2020Volume 2Number 22(2)
Operation Jurassic
Operation Jurassic
Roxana & Pablo Allison, Manchester & Mexico

Operation Jurassic is an eight-year-long collaborative personal project between sister and brother photographers Roxana and Pablo Allison that portrays their emotional journey leading up to, during, and after Pablo’s imprisonment in the United Kingdom. Their visual account uncovers feelings and the passing of time through legal documentation, paperwork, letters, diaries, drawings, and photographs, offering the viewer an intimate approach of the legal process whilst quietly raising issues of freedom of expression, graffiti, and the criminal justice system.

Pablo was arrested in his own home in March 2010 on suspicion of having committed ‘criminal damage by means of graffiti to trains, railways infrastructures and other buildings’ between January 2003 and October 2009. His apprehension was part of one of the largest and possibly most costly anti-graffiti police investigations in the UK, which was conducted in London and was officially called Operation Jurassic. This was not an isolated case, as police investigations against graffiti and street artists whose work is illegal are carried out regularly in Britain.

In November 2012, along with four other graffiti artists, Pablo was sentenced to nineteen months’ imprisonment serving five and a half months at two different facilities in London: Wormwood Scrubs and Brixton Prison. The rest of his sentence was completed on house arrest with a monitoring device attached to his ankle.

Roxana and Pablo’s project – named after the police investigation – emerged from their need to detach from the situation they were faced with, but as time passed, it proved to bind them closer together leading up to a tight-knit photographic collaboration with its own challenges, allowing them to retrace and understand their relationship.

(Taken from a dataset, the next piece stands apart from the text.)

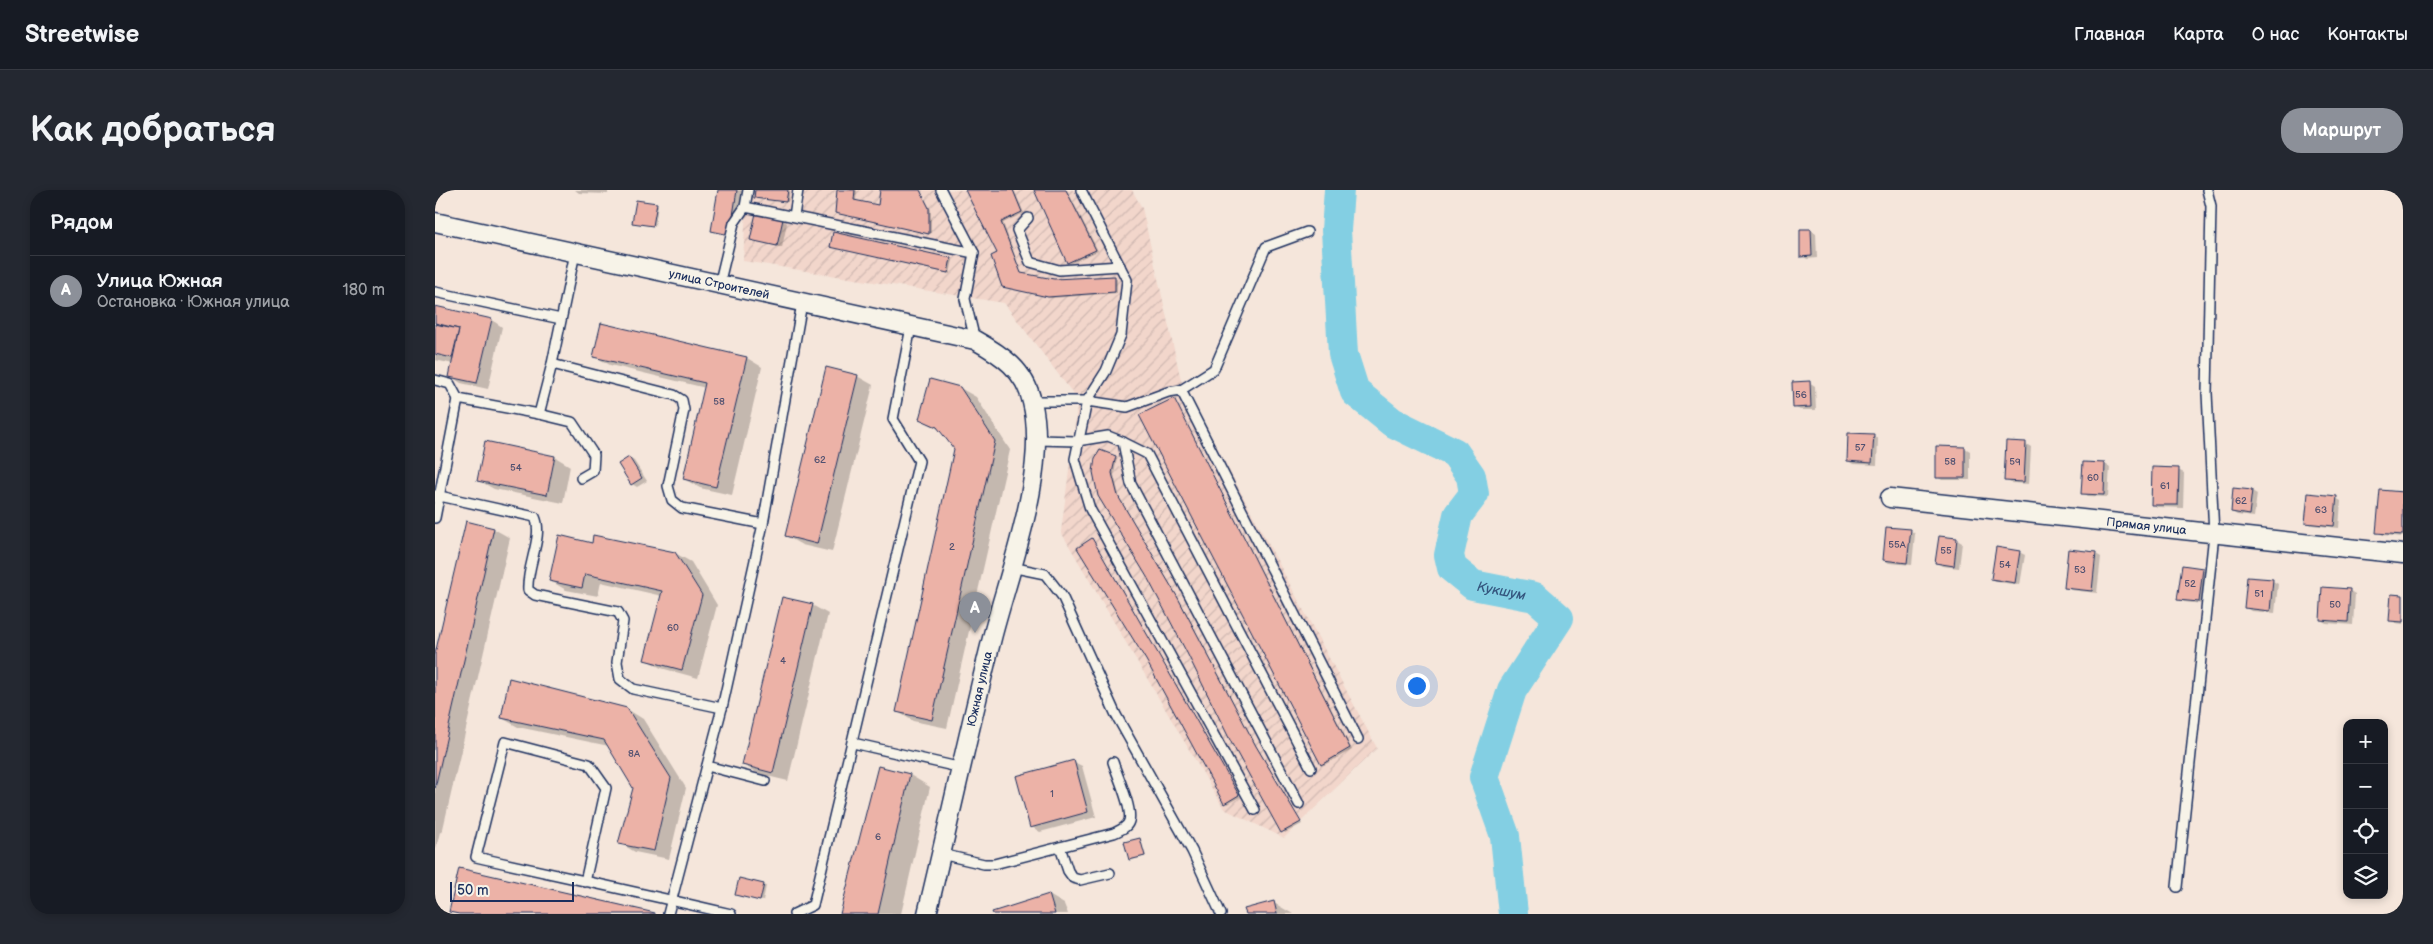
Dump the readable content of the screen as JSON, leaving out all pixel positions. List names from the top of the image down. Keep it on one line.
{"streets":{"street":["улица Строителей","Прямая улица","Южная улица"]},"crossings":[["улица Строителей","Южная улица"]],"water":["Кукшум"],"house_numbers":["56","58","57","62","58","59","54","60","61","62","63","55А","2","55","54","53","52","51","50","60","4","8А","1","6"],"scale_bar":"50 m","page":{"header":"Streetwise","nav":["Главная","Карта","О нас","Контакты"],"buttons":"Маршрут","title":"Как добраться","heading":"Рядом","list":[{"mark":"A","name":"Улица Южная","note":"Остановка · Южная улица","value":"180 m"}],"pins":"A","map_buttons":["+","−"],"scale":"50 m"}}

The collaboration resulted in a self-published book, which was part-funded with a small grant from the National Criminal Justice Arts Alliance (NCJAA) bursary and with financial aid from the Digital Women’s Archive North (DWAN). The book was launched at the Impressions Gallery Photo Book Fair in Bradford in October 2018, with an ‘In Conversation’ with Pippa Oldfield, Head of Programme at Impressions Gallery.

The London-based Pavement Studio designed and co-published the book, which features an introduction by writer, curator, and educator Pete Brook, whose main subject of interest is photography and the criminal justice system. The first edition sold out within three weeks of launching; a second edition has been released in the winter of 2020.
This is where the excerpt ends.